▶ [Directions for this task]: Below are entries. Pull out all lines containing "Ruiz".

(Dataset entries)

<<<<

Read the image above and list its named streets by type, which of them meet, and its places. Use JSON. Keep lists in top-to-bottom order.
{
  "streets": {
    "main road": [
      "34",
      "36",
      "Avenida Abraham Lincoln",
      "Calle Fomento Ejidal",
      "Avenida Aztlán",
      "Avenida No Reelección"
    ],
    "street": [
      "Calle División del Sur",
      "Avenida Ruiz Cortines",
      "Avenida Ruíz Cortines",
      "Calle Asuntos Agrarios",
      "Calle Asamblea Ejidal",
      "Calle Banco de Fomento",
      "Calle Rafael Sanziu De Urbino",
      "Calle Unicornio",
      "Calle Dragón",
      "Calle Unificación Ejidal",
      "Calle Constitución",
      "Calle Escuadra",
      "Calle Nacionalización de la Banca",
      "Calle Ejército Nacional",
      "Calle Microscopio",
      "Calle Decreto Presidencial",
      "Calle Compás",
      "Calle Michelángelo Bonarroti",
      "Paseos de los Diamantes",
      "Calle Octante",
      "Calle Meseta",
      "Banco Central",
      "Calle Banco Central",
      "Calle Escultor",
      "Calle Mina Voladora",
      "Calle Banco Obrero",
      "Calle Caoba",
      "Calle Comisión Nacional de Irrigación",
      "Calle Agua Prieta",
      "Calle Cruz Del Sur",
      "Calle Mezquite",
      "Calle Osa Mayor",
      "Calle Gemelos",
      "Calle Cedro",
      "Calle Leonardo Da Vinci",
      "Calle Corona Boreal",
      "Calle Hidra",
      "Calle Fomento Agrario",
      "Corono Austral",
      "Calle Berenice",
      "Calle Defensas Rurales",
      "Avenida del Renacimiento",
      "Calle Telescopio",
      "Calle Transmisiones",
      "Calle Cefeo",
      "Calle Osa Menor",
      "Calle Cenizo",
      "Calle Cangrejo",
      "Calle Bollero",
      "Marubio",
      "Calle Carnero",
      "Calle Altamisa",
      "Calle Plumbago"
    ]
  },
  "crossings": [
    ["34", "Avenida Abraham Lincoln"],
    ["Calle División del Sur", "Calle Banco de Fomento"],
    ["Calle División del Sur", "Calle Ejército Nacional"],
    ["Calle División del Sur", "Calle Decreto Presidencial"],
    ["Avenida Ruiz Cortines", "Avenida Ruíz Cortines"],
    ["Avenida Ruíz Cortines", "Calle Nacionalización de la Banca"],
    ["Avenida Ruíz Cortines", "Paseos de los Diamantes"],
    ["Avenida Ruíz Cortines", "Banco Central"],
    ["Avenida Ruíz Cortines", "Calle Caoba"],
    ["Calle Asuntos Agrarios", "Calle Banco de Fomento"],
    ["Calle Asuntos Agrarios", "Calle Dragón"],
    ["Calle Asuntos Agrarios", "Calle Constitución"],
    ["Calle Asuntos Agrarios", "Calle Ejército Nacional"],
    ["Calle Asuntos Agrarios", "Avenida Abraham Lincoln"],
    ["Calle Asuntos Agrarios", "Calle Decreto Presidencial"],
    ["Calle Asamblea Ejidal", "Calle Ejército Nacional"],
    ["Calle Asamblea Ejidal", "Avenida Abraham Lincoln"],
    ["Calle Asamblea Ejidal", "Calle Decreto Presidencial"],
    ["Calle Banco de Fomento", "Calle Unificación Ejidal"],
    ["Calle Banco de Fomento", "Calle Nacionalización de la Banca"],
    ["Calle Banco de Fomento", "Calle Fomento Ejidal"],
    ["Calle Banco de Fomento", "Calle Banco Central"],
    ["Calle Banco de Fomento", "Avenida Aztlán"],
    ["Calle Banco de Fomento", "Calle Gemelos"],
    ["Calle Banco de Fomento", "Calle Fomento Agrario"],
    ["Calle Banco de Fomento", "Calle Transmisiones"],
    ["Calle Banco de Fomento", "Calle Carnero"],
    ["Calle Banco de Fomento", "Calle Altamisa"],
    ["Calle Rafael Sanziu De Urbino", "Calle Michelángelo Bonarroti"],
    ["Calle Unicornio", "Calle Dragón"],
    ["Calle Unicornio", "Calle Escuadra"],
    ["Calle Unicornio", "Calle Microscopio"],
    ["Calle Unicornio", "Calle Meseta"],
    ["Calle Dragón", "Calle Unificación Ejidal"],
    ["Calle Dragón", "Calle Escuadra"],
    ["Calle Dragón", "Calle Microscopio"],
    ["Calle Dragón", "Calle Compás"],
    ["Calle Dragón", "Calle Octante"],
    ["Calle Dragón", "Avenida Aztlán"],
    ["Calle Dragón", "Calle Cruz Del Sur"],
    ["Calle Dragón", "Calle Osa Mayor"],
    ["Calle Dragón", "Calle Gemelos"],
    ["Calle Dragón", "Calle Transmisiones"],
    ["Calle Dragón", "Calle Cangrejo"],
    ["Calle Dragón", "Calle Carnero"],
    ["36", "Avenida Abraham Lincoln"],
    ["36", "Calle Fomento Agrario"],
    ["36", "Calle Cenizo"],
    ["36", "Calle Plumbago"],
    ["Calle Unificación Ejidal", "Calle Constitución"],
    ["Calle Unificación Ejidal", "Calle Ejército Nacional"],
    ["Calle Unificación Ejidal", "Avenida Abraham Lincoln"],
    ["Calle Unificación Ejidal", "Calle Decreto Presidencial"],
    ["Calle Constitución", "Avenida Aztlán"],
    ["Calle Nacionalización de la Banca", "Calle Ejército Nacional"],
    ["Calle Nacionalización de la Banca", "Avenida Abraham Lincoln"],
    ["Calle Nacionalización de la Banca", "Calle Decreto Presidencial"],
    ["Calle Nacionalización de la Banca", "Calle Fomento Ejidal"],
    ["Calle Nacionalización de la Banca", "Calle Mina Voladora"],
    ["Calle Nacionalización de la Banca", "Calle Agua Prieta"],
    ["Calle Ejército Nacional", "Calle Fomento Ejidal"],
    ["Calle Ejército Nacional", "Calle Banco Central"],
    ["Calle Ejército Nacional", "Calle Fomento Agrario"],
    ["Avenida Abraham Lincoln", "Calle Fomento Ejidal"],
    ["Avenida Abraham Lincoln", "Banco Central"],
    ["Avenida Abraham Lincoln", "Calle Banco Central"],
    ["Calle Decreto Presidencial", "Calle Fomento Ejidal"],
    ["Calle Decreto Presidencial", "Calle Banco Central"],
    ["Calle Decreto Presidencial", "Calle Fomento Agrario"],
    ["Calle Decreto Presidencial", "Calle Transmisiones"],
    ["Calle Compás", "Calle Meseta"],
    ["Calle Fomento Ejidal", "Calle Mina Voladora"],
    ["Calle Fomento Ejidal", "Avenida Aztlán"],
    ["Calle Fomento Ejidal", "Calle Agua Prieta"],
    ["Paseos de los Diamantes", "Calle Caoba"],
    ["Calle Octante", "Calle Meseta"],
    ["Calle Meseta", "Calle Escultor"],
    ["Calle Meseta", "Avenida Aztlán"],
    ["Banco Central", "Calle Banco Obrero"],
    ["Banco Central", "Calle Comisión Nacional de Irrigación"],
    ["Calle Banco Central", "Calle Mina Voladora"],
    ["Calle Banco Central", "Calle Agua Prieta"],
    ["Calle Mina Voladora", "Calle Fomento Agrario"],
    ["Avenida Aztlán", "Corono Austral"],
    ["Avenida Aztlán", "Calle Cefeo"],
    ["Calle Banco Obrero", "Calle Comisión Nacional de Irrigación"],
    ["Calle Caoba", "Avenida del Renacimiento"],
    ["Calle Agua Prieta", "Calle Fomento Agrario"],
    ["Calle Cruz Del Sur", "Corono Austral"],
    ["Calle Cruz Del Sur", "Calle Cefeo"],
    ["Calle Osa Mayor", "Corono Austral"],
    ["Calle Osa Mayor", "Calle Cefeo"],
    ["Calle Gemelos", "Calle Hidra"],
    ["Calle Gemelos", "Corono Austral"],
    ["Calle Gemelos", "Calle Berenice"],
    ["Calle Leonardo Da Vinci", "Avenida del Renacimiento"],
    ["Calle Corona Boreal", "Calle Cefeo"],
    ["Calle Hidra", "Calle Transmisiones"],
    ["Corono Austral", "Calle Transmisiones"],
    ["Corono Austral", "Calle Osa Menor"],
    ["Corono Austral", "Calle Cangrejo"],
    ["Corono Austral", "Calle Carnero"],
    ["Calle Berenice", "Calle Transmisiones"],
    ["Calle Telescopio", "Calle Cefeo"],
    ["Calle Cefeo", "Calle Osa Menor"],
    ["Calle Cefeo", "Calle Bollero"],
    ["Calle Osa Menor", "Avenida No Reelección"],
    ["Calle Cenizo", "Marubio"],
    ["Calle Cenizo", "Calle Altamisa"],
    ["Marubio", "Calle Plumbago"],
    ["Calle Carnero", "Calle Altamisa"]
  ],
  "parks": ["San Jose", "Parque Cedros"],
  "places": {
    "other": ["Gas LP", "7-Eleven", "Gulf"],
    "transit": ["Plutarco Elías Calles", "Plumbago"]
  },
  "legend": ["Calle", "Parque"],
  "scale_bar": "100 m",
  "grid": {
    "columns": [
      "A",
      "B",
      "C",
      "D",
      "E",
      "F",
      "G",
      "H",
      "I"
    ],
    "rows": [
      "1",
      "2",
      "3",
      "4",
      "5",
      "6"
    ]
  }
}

>>>>

▶ [Result below]:
      "Avenida Ruiz Cortines",
    ["Avenida Ruiz Cortines", "Avenida Ruíz Cortines"],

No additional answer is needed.